One example, as we began doing this over the last presentations here, we got an order for all of Region Hovedstaden in Denmark, which is Copenhagen and the hospitals surrounding Copenhagen, they have been trying -- they had tried with several vendors. It's a very complex, very large hospital environment. They have tried several other vendors before. We finally got the order, and it's now fully rolled out all over. And very interesting is that a politician or a hospital manager in the region said publicly, it was the best public health IT product they've run in Denmark, which, of course, is a big praise for us. This shows that they -- it is used. It's not stopping every day. As the previous systems were, actually it's not stopping at all, and it provides this value for a very large portion of the capital of Denmark. Financial development, I will leave the word to Jessica.
Thank you. Good morning, and welcome again to our Q1 presentation. We are pleased to report a solid first quarter with strong growth in both revenues and operating profit. And volumes are increasing and recurring revenue is growing. And this first quarter has been characterized by deliveries and preparations for the deliveries of previously ordered customer projects. During the first quarter, we received orders for Sectra One and Sectra One Cloud in North America, Europe and rest of world. And we also received orders in secure communications, various orders in secure communications, such as one for development and serial deliveries of Tiger/S.
Contracted order intake amounted to SEK 615 million a significant decrease versus last year, 79% down. And as Torbjörn pointed out, in the comparable quarter we recorded an individual order of SEK 2.4 billion and the orders of that size are not repeated quarterly and hence, cause large fluctuation in our reported order numbers. We continue to grow with satisfied customers. In the first quarter, revenues are up with 24% to SEK 724 million, and the recurring revenue churn remained low at 0.4% rolling 12. We have growing volumes. And consequently, we see increased recurring revenue. The share of recurring revenue out of total revenue in first quarter equaled 67%, 58% rolling 12. And there is clear progress in our transition to cloud-based service sales. Cloud recurring revenue increased by 42% in the first quarter.
Currency impact on sales was limited in this first quarter. We see sales growth in all operating areas year-on-year. Imaging IT report sales growth of 23%. And customers have increased their use of installed solutions and more hospitals have gone live.

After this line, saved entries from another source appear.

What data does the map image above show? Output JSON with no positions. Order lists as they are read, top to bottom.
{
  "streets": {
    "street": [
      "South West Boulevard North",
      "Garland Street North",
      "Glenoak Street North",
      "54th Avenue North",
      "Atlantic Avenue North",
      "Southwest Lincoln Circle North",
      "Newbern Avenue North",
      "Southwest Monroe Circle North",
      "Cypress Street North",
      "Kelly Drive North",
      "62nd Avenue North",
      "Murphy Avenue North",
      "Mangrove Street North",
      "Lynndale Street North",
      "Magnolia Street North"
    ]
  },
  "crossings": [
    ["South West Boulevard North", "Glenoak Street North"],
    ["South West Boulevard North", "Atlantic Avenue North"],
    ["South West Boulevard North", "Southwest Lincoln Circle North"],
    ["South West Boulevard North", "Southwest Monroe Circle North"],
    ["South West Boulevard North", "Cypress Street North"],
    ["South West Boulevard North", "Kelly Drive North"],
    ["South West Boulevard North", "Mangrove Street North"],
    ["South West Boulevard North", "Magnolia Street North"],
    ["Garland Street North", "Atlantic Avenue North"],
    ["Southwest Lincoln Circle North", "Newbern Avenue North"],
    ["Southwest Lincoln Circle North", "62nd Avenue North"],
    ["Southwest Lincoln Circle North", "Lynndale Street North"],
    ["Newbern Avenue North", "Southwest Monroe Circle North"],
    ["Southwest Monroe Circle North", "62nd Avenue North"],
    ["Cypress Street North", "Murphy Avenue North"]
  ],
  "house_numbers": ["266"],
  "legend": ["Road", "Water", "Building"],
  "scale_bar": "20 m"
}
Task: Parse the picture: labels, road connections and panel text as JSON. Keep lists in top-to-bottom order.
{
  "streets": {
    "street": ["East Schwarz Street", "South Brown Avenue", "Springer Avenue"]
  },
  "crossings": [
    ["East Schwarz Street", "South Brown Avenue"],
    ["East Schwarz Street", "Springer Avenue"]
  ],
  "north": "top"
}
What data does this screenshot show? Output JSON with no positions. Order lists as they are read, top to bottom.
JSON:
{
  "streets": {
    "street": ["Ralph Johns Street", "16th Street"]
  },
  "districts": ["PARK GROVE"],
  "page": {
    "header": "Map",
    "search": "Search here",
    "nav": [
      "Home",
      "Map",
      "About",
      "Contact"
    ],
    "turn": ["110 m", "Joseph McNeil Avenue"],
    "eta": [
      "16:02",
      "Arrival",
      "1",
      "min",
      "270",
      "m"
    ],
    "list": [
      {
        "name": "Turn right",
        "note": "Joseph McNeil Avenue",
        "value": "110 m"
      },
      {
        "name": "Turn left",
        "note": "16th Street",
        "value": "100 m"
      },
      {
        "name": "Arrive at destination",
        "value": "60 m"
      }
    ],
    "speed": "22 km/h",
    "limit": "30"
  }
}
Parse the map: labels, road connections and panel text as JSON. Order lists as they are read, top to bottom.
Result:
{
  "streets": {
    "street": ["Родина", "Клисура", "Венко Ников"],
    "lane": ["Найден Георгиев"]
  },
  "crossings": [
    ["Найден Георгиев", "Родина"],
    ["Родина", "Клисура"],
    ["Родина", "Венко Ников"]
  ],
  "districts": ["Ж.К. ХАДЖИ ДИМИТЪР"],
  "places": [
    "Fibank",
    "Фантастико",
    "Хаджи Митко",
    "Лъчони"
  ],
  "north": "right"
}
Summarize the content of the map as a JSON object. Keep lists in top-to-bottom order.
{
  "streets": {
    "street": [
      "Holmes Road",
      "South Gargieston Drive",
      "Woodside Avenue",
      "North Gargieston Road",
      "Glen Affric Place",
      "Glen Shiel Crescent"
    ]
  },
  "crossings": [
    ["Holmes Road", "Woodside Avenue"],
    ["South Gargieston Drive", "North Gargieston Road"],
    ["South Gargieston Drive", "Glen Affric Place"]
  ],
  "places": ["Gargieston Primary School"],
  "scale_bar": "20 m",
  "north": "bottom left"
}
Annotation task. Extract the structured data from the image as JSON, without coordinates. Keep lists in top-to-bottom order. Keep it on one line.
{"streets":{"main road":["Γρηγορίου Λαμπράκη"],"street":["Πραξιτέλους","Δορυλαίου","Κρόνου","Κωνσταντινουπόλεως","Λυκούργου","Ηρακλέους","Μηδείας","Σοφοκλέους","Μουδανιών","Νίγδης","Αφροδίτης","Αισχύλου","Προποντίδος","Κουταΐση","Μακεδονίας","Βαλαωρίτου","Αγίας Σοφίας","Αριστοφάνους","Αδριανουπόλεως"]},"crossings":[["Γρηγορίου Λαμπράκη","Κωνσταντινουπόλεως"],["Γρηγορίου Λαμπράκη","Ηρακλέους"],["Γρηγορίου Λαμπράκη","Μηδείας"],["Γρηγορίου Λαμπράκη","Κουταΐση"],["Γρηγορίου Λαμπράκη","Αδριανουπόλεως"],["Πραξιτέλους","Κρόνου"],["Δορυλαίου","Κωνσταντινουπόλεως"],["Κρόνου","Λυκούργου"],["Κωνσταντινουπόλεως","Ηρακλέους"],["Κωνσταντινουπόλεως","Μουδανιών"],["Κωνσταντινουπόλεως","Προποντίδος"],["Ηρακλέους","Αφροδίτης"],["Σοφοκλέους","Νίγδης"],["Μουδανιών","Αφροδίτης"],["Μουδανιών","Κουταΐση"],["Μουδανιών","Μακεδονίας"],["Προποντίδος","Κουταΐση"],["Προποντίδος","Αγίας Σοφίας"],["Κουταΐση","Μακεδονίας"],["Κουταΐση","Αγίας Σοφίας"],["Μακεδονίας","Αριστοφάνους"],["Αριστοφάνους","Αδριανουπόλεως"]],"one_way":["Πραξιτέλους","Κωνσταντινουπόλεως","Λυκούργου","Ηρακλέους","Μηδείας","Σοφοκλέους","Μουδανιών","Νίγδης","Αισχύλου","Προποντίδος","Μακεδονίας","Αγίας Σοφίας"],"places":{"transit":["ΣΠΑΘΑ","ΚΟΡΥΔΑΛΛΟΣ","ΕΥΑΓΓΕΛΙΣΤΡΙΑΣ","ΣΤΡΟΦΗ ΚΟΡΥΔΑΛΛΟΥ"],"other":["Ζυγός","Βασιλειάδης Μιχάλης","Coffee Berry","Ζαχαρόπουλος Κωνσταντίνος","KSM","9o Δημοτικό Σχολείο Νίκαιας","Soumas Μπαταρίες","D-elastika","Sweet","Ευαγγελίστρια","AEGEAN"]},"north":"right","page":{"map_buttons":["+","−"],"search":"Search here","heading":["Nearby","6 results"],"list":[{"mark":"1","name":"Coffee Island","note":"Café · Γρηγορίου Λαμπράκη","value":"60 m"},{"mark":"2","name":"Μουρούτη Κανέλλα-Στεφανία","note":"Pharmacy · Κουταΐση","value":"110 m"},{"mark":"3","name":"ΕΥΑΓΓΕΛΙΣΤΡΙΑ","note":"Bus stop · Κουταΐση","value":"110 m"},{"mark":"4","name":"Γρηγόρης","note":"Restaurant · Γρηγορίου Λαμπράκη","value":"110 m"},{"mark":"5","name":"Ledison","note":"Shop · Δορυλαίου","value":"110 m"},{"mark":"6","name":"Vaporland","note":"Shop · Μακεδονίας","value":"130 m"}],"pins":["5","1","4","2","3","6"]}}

And the share of recurring revenue in Imaging IT was at 70% in the quarter. Secure Communications has delivered products and services during the quarter to authorities and defense providers and resulting in a sales growth of 38% year-on-year. Business Innovation has had a slower start to the fiscal year than the other operating areas and report sales growth of 5%. Sales increased in all geographic markets, all of Sectra's geographic markets.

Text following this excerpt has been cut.